RECORDS SHOWN:
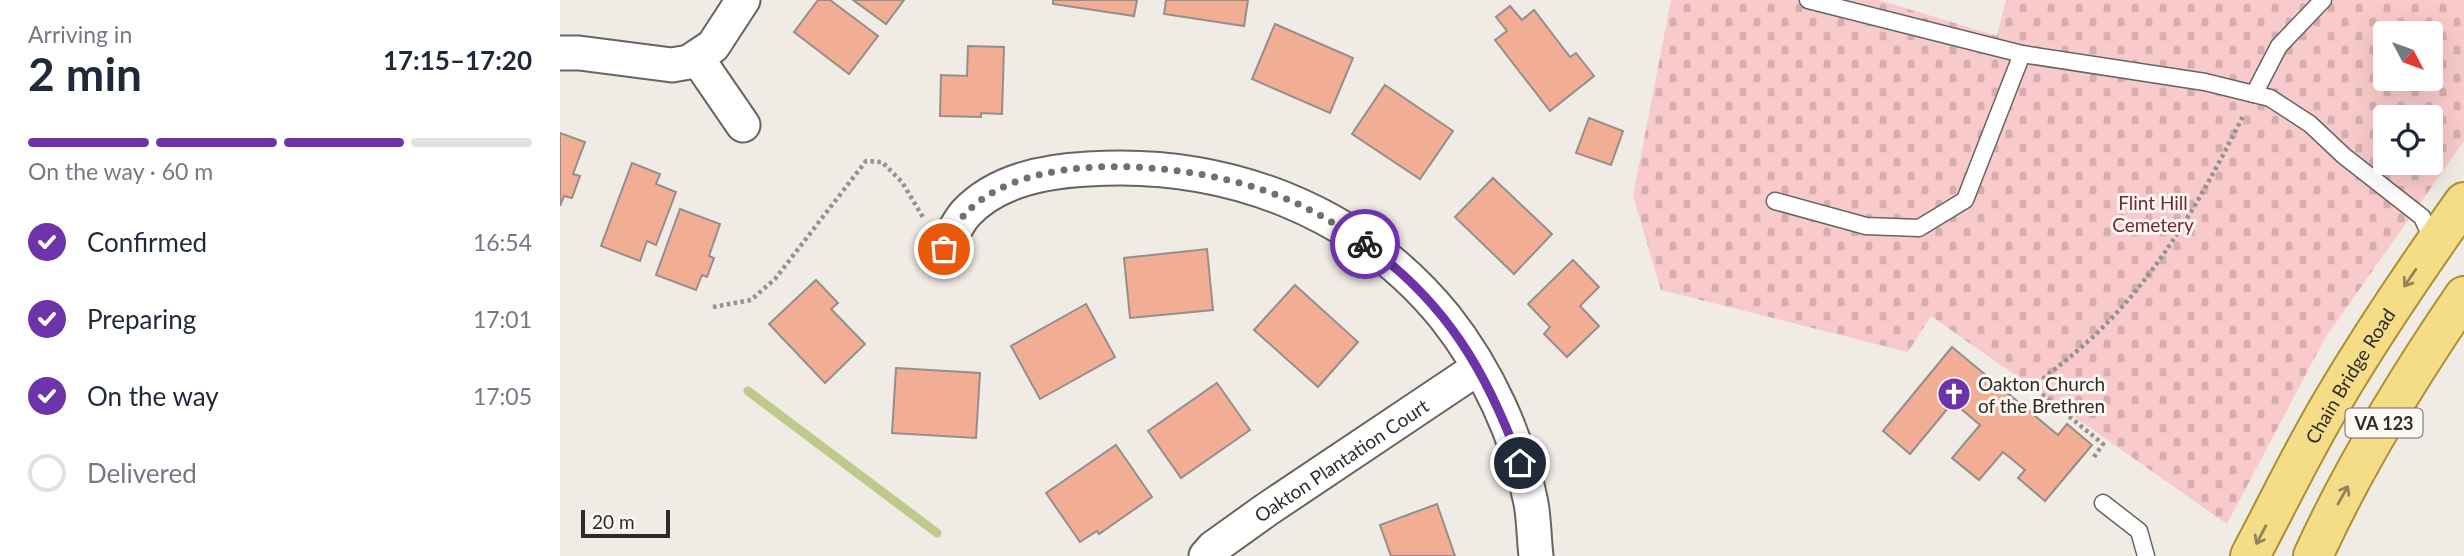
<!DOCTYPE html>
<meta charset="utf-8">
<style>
:root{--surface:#fff;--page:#f6f6f7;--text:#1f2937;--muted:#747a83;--line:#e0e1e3;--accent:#6d34aa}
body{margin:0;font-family:Lato,sans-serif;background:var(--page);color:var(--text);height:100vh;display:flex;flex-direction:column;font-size:26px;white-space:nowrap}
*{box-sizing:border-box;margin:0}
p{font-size:23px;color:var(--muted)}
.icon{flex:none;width:38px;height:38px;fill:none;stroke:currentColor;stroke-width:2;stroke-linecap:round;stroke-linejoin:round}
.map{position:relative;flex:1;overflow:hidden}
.drawer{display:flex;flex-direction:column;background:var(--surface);width:560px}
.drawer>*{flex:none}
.needle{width:46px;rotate:131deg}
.tools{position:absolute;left:1813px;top:21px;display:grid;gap:14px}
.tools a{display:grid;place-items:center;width:70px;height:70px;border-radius:7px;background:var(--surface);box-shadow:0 7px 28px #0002;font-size:35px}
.scale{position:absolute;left:21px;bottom:18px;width:89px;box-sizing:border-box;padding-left:7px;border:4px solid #2e2c2a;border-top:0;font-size:19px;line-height:24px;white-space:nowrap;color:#2e2c2a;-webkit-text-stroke:5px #fef8f3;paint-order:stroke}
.pin{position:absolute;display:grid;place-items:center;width:60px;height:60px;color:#fff;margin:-30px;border:4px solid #fff;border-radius:50%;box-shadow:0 2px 7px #0007}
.courier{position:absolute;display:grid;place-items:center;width:70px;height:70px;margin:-35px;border:5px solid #6d34aa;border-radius:50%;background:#fff;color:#222;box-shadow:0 2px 9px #0007}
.headline em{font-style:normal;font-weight:700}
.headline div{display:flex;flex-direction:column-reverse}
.headline{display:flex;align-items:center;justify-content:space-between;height:119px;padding:0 28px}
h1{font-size:46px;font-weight:700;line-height:52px}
.bar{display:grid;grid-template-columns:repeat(4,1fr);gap:10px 7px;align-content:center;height:84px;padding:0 28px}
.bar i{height:9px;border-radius:5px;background:var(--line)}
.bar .selected{background:var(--accent)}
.bar p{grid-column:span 4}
ol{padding:0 28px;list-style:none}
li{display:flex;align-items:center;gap:21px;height:77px}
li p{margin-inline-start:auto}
li .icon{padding:7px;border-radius:50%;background:var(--accent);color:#fff;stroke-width:4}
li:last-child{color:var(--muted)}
li i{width:38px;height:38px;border:4px solid var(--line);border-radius:50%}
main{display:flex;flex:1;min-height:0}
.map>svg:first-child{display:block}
.cemetery{fill:url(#cemetery-stones);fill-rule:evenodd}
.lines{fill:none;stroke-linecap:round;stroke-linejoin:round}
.stream{stroke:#beca89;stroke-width:9}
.building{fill:#f2ae94;stroke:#958e8b;stroke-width:2}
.service-casing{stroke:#68645f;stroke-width:19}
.minor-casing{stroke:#68645f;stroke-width:37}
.primary-casing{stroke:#ab9032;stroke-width:42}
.path{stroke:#96928e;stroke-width:4.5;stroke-dasharray:3.5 3.5;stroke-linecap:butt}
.service{stroke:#fff;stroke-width:16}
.minor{stroke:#fff;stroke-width:33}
.primary{stroke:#f5dd87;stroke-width:38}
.oneway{stroke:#928458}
.done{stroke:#726f6c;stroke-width:7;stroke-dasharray:0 12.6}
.route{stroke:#6d34aa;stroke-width:9}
.labels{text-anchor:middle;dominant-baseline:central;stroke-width:6;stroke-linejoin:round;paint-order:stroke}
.shield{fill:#fef8f3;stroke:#6c6966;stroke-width:2}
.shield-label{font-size:18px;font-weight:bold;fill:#2e2c2a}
.park-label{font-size:19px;fill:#7a252f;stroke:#fef8f3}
.street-label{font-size:19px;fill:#2e2c2a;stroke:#fef8f3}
.poi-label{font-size:19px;fill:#2e2c2a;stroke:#fef8f3;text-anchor:start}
</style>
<main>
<section class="drawer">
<div class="headline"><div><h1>2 min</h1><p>Arriving in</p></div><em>17:15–17:20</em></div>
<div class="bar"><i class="selected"></i><i class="selected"></i><i class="selected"></i><i></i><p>On the way · 60 m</p></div>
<ol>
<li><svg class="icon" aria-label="check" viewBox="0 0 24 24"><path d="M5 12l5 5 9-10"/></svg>Confirmed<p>16:54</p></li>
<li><svg class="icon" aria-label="check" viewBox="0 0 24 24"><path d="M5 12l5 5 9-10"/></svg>Preparing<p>17:01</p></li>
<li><svg class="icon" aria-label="check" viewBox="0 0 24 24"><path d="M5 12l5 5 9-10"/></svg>On the way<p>17:05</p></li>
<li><i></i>Delivered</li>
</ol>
</section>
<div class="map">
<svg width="1904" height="556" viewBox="0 0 1904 556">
<defs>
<pattern id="cemetery-stones" width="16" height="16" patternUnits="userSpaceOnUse" patternTransform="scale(1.75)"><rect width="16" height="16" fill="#f9cacb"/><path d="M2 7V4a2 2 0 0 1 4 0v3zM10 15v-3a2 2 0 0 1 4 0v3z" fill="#d6aeae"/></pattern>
</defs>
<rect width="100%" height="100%" fill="#f1ebe6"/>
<!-- cemetery -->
<path class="cemetery" d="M1111,0H1319L1437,36L1446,0H1904V141L1765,338L1667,524L1371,316L1348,352L1101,290L1073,196ZM1825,33H1871V79H1825ZM1825,117H1871V163H1825Z"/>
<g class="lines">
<!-- stream -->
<path class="stream" d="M188,391L377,533"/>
</g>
<!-- building -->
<g class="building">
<path d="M258,0H270L318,36L289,74L234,32Z"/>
<path d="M293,0H344L326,24Z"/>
<path d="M493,0H577L574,16L493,4Z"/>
<path d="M606,0H688L684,26L604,14Z"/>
<path d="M950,6L962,20L974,10L1010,57L1016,53L1034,76L990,111L935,40L947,31L936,17Z"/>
<path d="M715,24L793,58L770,113L692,79Z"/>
<path d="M408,46L444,47L442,114L421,113V117L380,116L381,75L407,76Z"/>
<path d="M825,85L893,131L860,179L792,134Z"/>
<path d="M1029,118L1063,131L1051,165L1016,153Z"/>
<path d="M0,133L25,142L13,174L20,176L12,198L4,196L0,206Z"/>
<path d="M72,163L100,174L96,184L116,192L96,245L87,241L80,261L41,246Z"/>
<path d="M933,178L992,234L954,274L895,217Z"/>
<path d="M120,209L160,224L149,256L154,258L147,277L142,275L136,290L96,275Z"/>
<path d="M647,249L653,310L570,318L564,258Z"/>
<path d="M1013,260L1039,287L1020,306L1039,326L1007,357L984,334L990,327L968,304Z"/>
<path d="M256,280L278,303L271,309L305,344L265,383L209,324Z"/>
<path d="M735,285L798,342L758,387L694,330Z"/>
<path d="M526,304L555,357L480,399L451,346Z"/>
<path d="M1392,347L1498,435L1507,424L1532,445L1485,501L1458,478L1465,470L1443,452L1419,480L1392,458L1420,425L1393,402L1350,454L1323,431Z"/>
<path d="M336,368L420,373L416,438L332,433Z"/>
<path d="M657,383L690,430L621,478L588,431Z"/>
<path d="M556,445L592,497L539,534L537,531L520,542L486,493Z"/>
<path d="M877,504L895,556H831L820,525Z"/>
</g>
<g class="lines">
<defs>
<g id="service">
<path d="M1248,0L1462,54"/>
<path d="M1694,94L1719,46L1763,0"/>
<path d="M1215,201L1306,226L1359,228L1405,200L1462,54L1645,82L1710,98L1750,124L1784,156L1862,217L1873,241"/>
<path d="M1543,503L1579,531L1586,556"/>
</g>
<g id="minor">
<path d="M0,53H19L112,65L129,62L153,46L183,0"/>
<path d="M137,58L183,125"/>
<path d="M384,249C391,238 397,223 406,213C437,180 485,171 528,169C664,160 797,209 885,317C927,370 958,437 971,503C974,520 974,539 976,556"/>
<path id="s1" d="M646,556L653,548L706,510L918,368"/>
</g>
<g id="primary">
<path id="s2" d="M1690,556C1717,505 1742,453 1771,404C1812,334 1857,268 1904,202"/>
<path d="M1753,556C1794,466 1848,378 1904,296"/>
</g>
</defs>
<!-- service casing -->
<use href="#service" class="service-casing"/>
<!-- minor casing -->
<use href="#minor" class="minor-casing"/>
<!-- primary casing -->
<use href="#primary" class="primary-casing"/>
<!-- path -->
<g class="path">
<path d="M153,307L191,300L215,279L306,161L322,162L342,182L364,219"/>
<path d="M1534,457L1543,444L1473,387C1497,367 1524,347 1546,324C1605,264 1647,188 1684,114"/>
</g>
<!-- service -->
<use href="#service" class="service"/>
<!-- minor -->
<use href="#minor" class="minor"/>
<!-- primary -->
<use href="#primary" class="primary"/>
</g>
<!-- one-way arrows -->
<defs><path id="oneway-shaft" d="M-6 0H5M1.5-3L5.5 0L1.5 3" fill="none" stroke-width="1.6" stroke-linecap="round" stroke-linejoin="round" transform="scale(1.75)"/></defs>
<g class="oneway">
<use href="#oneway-shaft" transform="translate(1850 278) rotate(124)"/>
<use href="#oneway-shaft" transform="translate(1783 495) rotate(-61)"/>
<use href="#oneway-shaft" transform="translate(1701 535) rotate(118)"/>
</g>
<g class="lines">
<!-- done -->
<path class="done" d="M384,249C391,238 397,222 406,213C468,148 620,163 697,188C736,200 773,221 805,244"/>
<!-- route -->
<path class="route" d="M805,244C886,302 927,372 960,463"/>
</g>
<!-- icons -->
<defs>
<symbol id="church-disc" viewBox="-11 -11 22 22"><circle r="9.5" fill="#6d34aa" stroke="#fef8f3"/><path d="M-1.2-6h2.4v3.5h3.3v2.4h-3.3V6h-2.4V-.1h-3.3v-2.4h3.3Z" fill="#fff"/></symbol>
</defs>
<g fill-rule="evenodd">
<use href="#church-disc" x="1375" y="375" width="38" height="38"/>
</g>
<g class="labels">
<!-- shield labels -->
<rect class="shield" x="1785.5" y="408.5" width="77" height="29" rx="5"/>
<g class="shield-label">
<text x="1824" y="423">VA 123</text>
</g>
<!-- park labels -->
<g class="park-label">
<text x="1593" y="202">Flint Hill<tspan x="1593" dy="22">Cemetery</tspan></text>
</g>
<!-- street labels -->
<g class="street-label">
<text stroke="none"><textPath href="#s2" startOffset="206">Chain Bridge Road</textPath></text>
<text stroke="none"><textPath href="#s1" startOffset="166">Oakton Plantation Court</textPath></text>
</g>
<!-- poi labels -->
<g class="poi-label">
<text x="1418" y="383">Oakton Church<tspan x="1418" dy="22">of the Brethren</tspan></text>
</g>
</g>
</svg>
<div class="tools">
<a><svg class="needle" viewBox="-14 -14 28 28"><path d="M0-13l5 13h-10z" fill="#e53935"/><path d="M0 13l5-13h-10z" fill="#747a83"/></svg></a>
<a><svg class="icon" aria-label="locate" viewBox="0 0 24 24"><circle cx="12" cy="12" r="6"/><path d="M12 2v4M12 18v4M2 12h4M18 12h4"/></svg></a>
</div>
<div class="scale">20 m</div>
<div class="pin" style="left:384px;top:249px;background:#ea580c"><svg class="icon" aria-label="bag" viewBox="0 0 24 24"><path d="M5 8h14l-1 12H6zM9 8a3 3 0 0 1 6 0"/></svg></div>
<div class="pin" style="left:960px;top:463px;background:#1f2937"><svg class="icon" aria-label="home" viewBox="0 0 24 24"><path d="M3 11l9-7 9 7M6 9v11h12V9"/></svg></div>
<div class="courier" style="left:805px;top:244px"><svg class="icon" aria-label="bike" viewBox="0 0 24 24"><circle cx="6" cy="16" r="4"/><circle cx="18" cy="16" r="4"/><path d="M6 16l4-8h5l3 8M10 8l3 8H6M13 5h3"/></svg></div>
</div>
</main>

TASK PROMPT:
A single figure, please: the number of lines in the data that hold the string "items".

TASK RESPONSE:
5